There’s quite a lot of confusion regarding the terms used in the insolvency process and ‘company administration’ is one of these. Often the term can be used as a catchall meaning ‘in trouble’ but you may be surprised to learn that ‘Administration’ has a specific meaning and process behind it.
In general terms administration is a method of giving directors and staff time and support to bring a company back to the straight and narrow without taking the drastic step of closing down and starting again.
Administration by its very nature is not a ‘do-it-yourself’ option and a licenced insolvency practitioner must be appointed to serve as the formal administrator. The administrator is appointed by the High Court and is charged with restructuring the business and returning it to profitability and eventually solvency.
The process of administration though, is not for every company. The business must have a reasonable and realistic prospect of returning to profitability, must be of a good size and have a predictable cash flow for administration to be a viable option. The firm must also be either insolvent or contingently insolvent.
To enter into administration the company directors will need to make contact with a suitable insolvency professional. They will naturally have to complete some pre-work such as determining whether the company is indeed insolvent and assessing what option would be most suitable for the business.
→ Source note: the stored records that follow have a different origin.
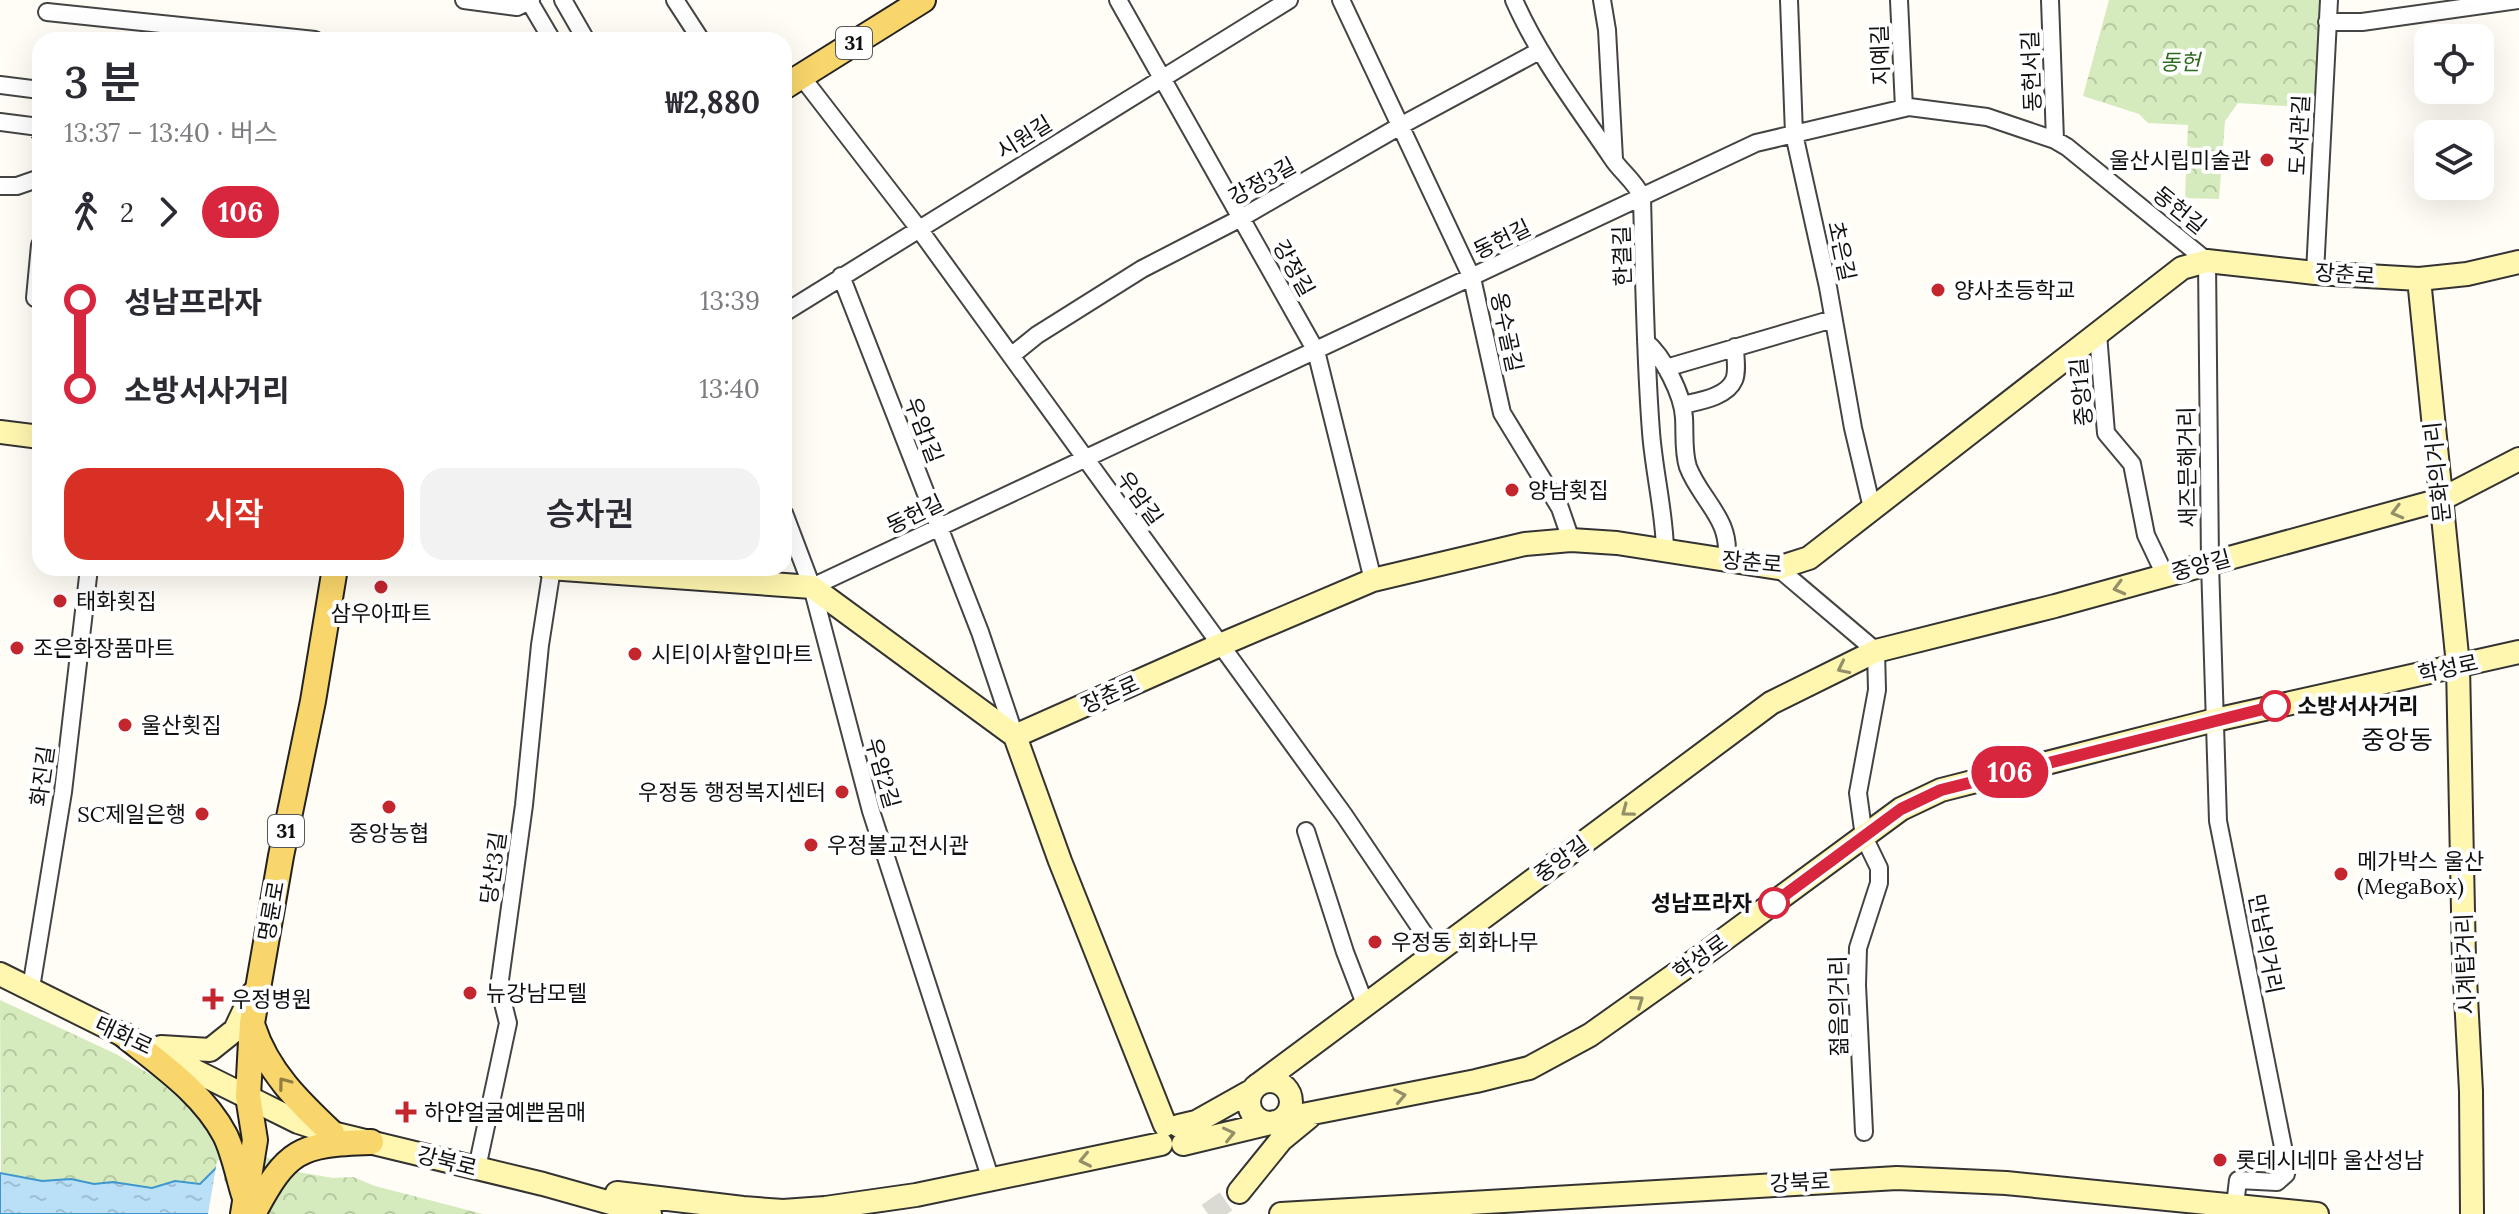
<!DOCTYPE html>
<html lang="ko">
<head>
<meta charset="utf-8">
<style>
	body { margin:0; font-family:Lora,"Noto Sans KR",serif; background:#f2f2f3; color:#2b2b33; height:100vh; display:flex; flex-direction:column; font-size:30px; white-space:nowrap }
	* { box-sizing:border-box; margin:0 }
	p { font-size:26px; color:#7c7c81 }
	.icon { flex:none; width:44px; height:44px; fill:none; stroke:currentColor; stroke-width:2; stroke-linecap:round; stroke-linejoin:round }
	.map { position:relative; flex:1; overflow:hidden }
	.panel { position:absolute; left:32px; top:32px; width:760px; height:544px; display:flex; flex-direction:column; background:#fff; border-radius:24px; box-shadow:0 8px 32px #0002 }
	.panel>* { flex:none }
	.badge { padding:0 16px; border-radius:26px; font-size:28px; line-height:52px }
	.fabs { position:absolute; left:2414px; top:24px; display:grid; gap:16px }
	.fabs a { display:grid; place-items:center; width:80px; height:80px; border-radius:16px; background:#fff; box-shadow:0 8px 32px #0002; font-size:40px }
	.map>.badge { position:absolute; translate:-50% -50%; box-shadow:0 0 0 4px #fff }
	.legs { display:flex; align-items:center; gap:12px; height:88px; padding:0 32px; font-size:26px }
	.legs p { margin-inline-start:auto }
	.overview { display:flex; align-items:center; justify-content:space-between; height:136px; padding:0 32px }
	h1 { font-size:44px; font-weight:600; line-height:60px }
	.primary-button { display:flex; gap:16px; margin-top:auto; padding:16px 32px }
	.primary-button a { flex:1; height:92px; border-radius:24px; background:#d93025; color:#fff; font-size:32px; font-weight:600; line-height:92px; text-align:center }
	.primary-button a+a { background:#f2f2f3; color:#2b2b33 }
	ul { padding:0 32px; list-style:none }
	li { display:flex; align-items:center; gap:28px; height:88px; font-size:30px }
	li i { display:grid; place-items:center; width:12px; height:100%; margin:0 10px; background:currentColor }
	li i::after { content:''; width:20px; height:20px; margin:-10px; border:6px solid; border-radius:50%; background:#fff }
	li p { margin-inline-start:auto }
	li:first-child i { background:linear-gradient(#0000 50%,currentColor 0) }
	li:last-child i { background:linear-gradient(currentColor 50%,#0000 0) }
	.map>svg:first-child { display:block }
	.park { fill:url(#park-crowns) }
	.water { fill:url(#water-ripples); stroke:#3f96cf; stroke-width:2 }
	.pier { fill:#fffdf5 }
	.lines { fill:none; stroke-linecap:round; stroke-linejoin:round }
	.secondary-tunnel { stroke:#dbdad3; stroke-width:22; stroke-dasharray:22 11; stroke-linecap:butt }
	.street-casing { stroke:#444; stroke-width:20 }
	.secondary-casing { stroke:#333; stroke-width:26 }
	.primary-casing { stroke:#222; stroke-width:28 }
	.street { stroke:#fff; stroke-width:16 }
	.secondary { stroke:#fff6b0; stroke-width:22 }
	.primary { stroke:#f9d66b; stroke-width:24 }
	.oneway { stroke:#948f68 }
	.oneway2 { stroke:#917d42 }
	.line-1-casing { stroke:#fff; stroke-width:18 }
	.line-1 { stroke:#d7263d; stroke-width:12 }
	.poi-dot { fill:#c4262e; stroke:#fff; stroke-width:3 }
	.stop-1-dot { fill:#fff; stroke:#d7263d; stroke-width:4 }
	.labels { text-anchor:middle; stroke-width:8; stroke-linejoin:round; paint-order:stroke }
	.shield { fill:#fff; stroke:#585858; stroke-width:2 }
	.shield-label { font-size:20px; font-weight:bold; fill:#111 }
	.street-label { font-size:22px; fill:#111; stroke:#fff }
	.park-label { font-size:22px; font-style:italic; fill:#2f6b1f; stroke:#fff }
	.poi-label { font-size:22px; fill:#111; stroke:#fff; text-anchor:start }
	.stop-label { font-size:22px; font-weight:bold; fill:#111; stroke:#fff; text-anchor:start }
	.quarter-label { font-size:26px; fill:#111; stroke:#fff }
</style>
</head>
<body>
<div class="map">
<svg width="2519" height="1214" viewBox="0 0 2519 1214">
	<defs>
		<pattern id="park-crowns" width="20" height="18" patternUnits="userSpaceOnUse" patternTransform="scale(2)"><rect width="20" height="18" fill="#d5ebbd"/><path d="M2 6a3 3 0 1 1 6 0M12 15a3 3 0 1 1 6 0" fill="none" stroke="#b6c8a1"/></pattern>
		<pattern id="water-ripples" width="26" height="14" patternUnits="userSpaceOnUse" patternTransform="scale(2)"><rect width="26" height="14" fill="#b9e0f7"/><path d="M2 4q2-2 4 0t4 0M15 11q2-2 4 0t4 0" fill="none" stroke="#9ebfd3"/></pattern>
	</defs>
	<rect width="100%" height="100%" fill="#fffdf5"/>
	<!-- park -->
	<path class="park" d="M2109 0H2322L2315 108 2238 103 2225 121 2219 199 2185 198 2188 125 2148 123 2139 114 2083 96Z
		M0 1000 116 1054 156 1078 217 1134 298 1172 333 1178 353 1177 375 1186 483 1214H259L200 1184 175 1181 152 1188 113 1182 94 1184 71 1179 42 1181 1 1175Z"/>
	<!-- water -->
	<path class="water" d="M222 1162 220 1181 259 1214H0V1173L42 1181 71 1179 94 1184 113 1182 152 1188 175 1181 200 1184Z"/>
	<!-- pier -->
	<path class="pier" d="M223 1158 226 1162 224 1180 236 1197 263 1214H208L217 1161Z"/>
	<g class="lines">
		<!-- secondary-tunnel -->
		<path class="secondary-tunnel" d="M1208 1214 1239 1192"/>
		<!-- street casing -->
		<g class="street-casing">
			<path id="street" d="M464 0 517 7 531 0
				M563 0 586 40
				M675 0 701 40
				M1118 0 1316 351 1373 580
				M1341 0 1472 278 1502 413 1560 508 1571 540
				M1514 0C1539 57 1577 106 1612 158 1621 172 1635 181 1642 197 1644 276 1645 354 1651 432 1654 472 1664 510 1665 549
				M1602 0 1607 30 1614 159
				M1789 0 1794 134 1828 287 1853 428 1872 508
				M1899 0 1904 108
				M2050 0 2055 140
				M529 1 552 40
				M47 12 315 40
				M2327 22H2362L2518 0
				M801 76 919 229 1344 815 1435 950
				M0 85 40 90
				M0 122 39 127 40 133
				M0 186H17L40 178
				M40 245 35 298 40 299
				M2315 273 2329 0
				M841 276 980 632 1015 736
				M784 313 1289 0
				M2098 334 2106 433 2132 464 2146 535 2165 575
				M1646 342C1663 356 1683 395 1684 418 1685 433 1683 452 1688 467 1701 501 1733 520 1726 561
				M1011 356 1037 335 1142 269 1241 218 1400 126 1539 51
				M1666 368 1833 319
				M1683 405C1699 401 1727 397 1734 380 1738 371 1735 357 1735 347
				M784 513 812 587 871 811 991 1180
				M1778 568 1876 651 1877 690 1858 793 1864 837 1879 868V883L1858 948 1857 985 1864 1132
				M812 587 1756 143 1909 107 1987 117 2055 140 2067 147 2207 261 2210 563 2218 821 2287 1167 2286 1174 2277 1182 2238 1180 2235 1205
				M1306 831 1345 952 1365 1004
				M31 988 63 792 89 568
				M477 1168 508 1023 499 987 524 805 540 645 552 568"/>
		</g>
		<!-- secondary casing -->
		<g class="secondary-casing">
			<path id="secondary" d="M2419 279 2458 665 2464 960 2471 1091 2472 1214
				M0 432 40 437
				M549 568 812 587 1015 736 1220 645 1373 580 1525 544 1571 540 1617 543 1778 568 1809 558 2182 268 2207 261 2315 273 2419 279 2467 274 2519 262
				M1015 736 1060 861 1165 1125
				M0 974 298 1122 332 1133 543 1184 650 1214
				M161 1047 210 1050 235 1030 252 994
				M1249 1102a21 21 0 1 1 42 0a21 21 0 1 1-42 0Z
				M1258 1085 1771 703 1876 651 2055 606 2440 500 2519 459
				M1282 1119 1476 1081 1529 1068 1590 1035 1707 952 1901 809 1941 790 2215 720 2519 652
				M1179 1126 1196 1122 1253 1090
				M1183 1144 1275 1122
				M1239 1192 1281 1140 1309 1117
				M617 1193 743 1208 783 1211 825 1208 916 1195 1161 1144
				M1281 1214 1897 1178 2006 1183 2317 1214"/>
		</g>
		<!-- primary casing -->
		<g class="primary-casing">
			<path id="primary" d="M784 87 923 0
				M253 1027C267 1071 299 1102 332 1133
				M124 1035C160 1064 203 1093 225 1135 234 1153 238 1176 244 1195
				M243 1214 255 1140 248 1096 252 1023 281 856 313 701 335 568
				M253 1214C287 1150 298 1144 371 1142"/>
		</g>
		<!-- street -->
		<use href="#street" class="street"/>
		<!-- secondary -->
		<use href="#secondary" class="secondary"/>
		<!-- primary -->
		<use href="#primary" class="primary"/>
	</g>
	<!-- one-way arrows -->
	<defs><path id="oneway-chevron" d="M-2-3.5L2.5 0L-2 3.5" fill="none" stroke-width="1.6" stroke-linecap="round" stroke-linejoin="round" transform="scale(2)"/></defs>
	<g class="oneway">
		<use href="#oneway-chevron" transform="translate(2397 512) rotate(165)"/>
		<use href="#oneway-chevron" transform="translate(2119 588) rotate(165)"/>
		<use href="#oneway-chevron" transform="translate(1843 668) rotate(154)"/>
		<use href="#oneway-chevron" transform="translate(1627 811) rotate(143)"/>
		<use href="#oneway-chevron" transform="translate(1638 1001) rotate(-35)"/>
		<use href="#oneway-chevron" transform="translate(1400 1096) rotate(-11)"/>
		<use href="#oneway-chevron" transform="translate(1229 1134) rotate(-13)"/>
		<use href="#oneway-chevron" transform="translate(1085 1160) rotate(168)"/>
	</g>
	<use class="oneway2" href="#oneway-chevron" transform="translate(284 1083) rotate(-127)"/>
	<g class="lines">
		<!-- line-1 casing -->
		<g class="line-1-casing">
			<path id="line-1" d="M1774 903 1901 809 1941 790 2275 706"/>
		</g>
		<!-- line-1 -->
		<use href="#line-1" class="line-1"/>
	</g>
	<!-- markers -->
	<g class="poi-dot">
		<circle cx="2267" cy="160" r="8"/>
		<circle cx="1938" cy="290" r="8"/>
		<circle cx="1512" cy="490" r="8"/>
		<circle cx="381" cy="587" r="8"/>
		<circle cx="60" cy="601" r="8"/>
		<circle cx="17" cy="648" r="8"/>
		<circle cx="635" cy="654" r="8"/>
		<circle cx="125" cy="725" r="8"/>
		<circle cx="842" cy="792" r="8"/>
		<circle cx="389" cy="807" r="8"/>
		<circle cx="202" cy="814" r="8"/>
		<circle cx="811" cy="845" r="8"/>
		<circle cx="2341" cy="874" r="8"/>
		<circle cx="1375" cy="942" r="8"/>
		<circle cx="470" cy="993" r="8"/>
		<path d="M209 987h8v8h8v8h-8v8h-8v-8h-8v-8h8z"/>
		<path d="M402 1100h8v8h8v8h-8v8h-8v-8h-8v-8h8z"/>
		<circle cx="2220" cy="1160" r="8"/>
	</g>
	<g class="stop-1-dot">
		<circle cx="2275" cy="706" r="14"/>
		<circle cx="1774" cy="903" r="14"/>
	</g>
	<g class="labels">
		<!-- shield labels -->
		<g class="shield">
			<rect x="836" y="27" width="36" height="32" rx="6"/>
			<rect x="268" y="815" width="36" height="32" rx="6"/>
		</g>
		<g class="shield-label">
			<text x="854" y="50">31</text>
			<text x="286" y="838">31</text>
		</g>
		<!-- street labels -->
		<g class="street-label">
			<text transform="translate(1880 55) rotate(-92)" y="8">지예길</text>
			<text transform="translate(2031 71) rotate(-92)" y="8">동헌서길</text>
			<text transform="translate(2299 135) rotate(-87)" y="8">도서관길</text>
			<text transform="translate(1024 137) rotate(-32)" y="8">시원길</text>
			<text transform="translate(1262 181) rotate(-29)" y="8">강정3길</text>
			<text transform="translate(2180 210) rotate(39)" y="8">동헌길</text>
			<text transform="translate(1502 239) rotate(-26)" y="8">동헌길</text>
			<text transform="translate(1842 251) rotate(78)" y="8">초은길</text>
			<text transform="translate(1622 256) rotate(-92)" y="8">한결길</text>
			<text transform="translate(1294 268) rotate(61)" y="8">강정길</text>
			<text transform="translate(2345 274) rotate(4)" y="8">장춘로</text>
			<text transform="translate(1507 332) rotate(78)" y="8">옹수골길</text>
			<text transform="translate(2081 392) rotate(-95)" y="8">중앙1길</text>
			<text transform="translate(924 430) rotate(69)" y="8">우암1길</text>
			<text transform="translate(2187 467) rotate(-91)" y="8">새즈믄해거리</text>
			<text transform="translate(2437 472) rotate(-96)" y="8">문화의거리</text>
			<text transform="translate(1140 498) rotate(54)" y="8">우암길</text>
			<text transform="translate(915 514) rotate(-26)" y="8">동헌길</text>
			<text transform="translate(1752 562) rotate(5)" y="8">장춘로</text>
			<text transform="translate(2201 565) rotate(-15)" y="8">중앙길</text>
			<text transform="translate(2448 668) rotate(-12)" y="8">학성로</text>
			<text transform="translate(1110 694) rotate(-24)" y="8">장춘로</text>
			<text transform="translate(883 773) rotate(74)" y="8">우암2길</text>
			<text transform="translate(42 776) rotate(-82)" y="8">화진길</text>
			<text transform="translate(1561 859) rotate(-36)" y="8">중앙길</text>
			<text transform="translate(493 868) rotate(-82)" y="8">당산3길</text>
			<text transform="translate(271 911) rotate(-80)" y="8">명륜로</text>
			<text transform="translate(2266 944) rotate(79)" y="8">만남의거리</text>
			<text transform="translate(1700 957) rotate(-36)" y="8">학성로</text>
			<text transform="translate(2465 964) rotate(-92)" y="8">시계탑거리</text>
			<text transform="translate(1838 1006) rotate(-91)" y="8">젊음의거리</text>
			<text transform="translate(124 1035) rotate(25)" y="8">태화로</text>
			<text transform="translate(447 1161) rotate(14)" y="8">강북로</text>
			<text transform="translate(1800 1182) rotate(-3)" y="8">강북로</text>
		</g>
		<!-- park labels -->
		<g class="park-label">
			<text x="2180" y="70">동헌</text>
		</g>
		<!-- poi labels -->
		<g class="poi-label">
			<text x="2251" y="168" text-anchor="end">울산시립미술관</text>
			<text x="1954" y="298">양사초등학교</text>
			<text x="1528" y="498">양남횟집</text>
			<text x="76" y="609">태화횟집</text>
			<text x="381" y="621" text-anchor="middle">삼우아파트</text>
			<text x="33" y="656">조은화장품마트</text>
			<text x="651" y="662">시티이사할인마트</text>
			<text x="141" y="733">울산횟집</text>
			<text x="826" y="800" text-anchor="end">우정동 행정복지센터</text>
			<text x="186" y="822" text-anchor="end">SC제일은행</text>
			<text x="389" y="841" text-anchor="middle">중앙농협</text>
			<text x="827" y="853">우정불교전시관</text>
			<text x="2357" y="869">메가박스 울산<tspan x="2357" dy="25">(MegaBox)</tspan></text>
			<text x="1391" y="950">우정동 회화나무</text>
			<text x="486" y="1001">뉴강남모텔</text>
			<text x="231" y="1007">우정병원</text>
			<text x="424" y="1120">하얀얼굴예쁜몸매</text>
			<text x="2236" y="1168">롯데시네마 울산성남</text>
		</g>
		<!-- stop labels -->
		<g class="stop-label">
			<text x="2297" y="714">소방서사거리</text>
			<text x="1752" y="911" text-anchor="end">성남프라자</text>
		</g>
		<!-- quarter labels -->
		<g class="quarter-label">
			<text x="2397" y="749">중앙동</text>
		</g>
	</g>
</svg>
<div class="fabs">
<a><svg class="icon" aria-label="locate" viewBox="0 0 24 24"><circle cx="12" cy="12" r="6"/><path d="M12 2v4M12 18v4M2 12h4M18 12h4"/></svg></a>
<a><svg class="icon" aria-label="layers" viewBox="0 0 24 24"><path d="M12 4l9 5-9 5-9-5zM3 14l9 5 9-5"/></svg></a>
</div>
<b class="badge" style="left:2010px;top:772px;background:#d7263d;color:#fff">106</b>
<section class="panel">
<div class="overview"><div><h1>3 분</h1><p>13:37 – 13:40 · 버스</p></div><b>₩2,880</b></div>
<div class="legs"><svg class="icon" aria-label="walk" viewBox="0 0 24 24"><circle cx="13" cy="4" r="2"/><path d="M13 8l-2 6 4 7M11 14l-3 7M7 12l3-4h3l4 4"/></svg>2<svg class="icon" aria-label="forward" viewBox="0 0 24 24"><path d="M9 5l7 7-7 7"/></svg><b class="badge" style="background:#d7263d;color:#fff">106</b></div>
<ul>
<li><i style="color:#d7263d"></i><b>성남프라자</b><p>13:39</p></li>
<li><i style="color:#d7263d"></i><b>소방서사거리</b><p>13:40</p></li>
</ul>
<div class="primary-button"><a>시작</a><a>승차권</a></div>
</section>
</div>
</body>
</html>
For an administration order to be granted there needs to be a realistic prospect of returning a better dividend to the creditors than if the business was simply closed and liquidated. The main thrust of the pre-work will be to show that administration will provide a better outcome than a Voluntary Arrangement or even liquidating the company. The administrator and directors will need to formulate a plan as to the way forward and articulate what the final result will be.
In any company there are a series of different stakeholders and these will all need to be brought on board with the plan to a greater or lesser extent.
If there are floating charge holders such as banks then they will need to be contacted beforehand. It is possible that they may apply to appoint their own administrator however in practice an insolvency practitioner who is recognised by the charge holder and has a realistic plan of action should face little difficulty here.
The administrator will need to ensure that their plan achieves one of three aims;
- To effect a company rescue so that the business can exit administration as a going concern. Typically this will end with a Company Voluntary Arrangement allowing the business time to pay off the debts due to creditors.
- To trade on with the company with the outcome of a sale of the business as a going concern. This has to be identified as realising a better return for creditors than simply immediately winding up and liquidating the company and its assets.
- If the first two objectives are not possible then the administrator can look to sell assets to allow creditors to be paid at least part of what they are owed.
Once a court order has been made the firm enters a debt ‘moratorium’ in which any insolvency and other legal proceedings are stayed temporarily. This allows the firm to take breath and begin to enact the recovery plan already formed.
Although there is a time limit of eight weeks for proposals to be sent out to creditors, administration can last for up to a year or even longer if consent is obtained from the court and creditors and during this time the administrator will also handle legal requirement such as the statement of affairs and reports to the court/creditors.
There are of course some disadvantages to a business entering administration.
Firstly directors effectively lose control. This means that, should an offer come in to buy the company they can be removed from office. It also means that they have no powers to stop layoffs or asset sales.
Administration is also a public process. Notices are published in the Gazette and creditors will be duly informed. This means that the company will be unable to raise money or obtain credit terms and may suffer reputational damage, as will the directors.
It also must be remembered that some companies are so badly off that they are beyond redemption. In this case the matter will swiftly move to a liquidation with little or nothing that the former directors can do about it.
That having been said there are some significant advantages to administration.
Probably the most immediate advantage is that legal action is stayed and creditors are bound to deal with the administrator in charge rather than the directors.
It also means that the experienced professional insolvency practitioner will be able to consider all options and ensure that the directors do not inadvertently fall foul of company law leaving themselves open to possible action.
The ‘pre-pack’ or ‘phoenix company’ option of buying the company and its assets out of administration is also open to the directors allowing the business to continue on without onerous debts or contracts.
Administration is not suitable for all companies and it very much depends upon the size and type of company as to whether it is the best course of action however it can be a useful method of protecting both a trading business and directors from legal action.
As with all things insolvency it is always essential to get experience qualified advice before embarking on any course of action.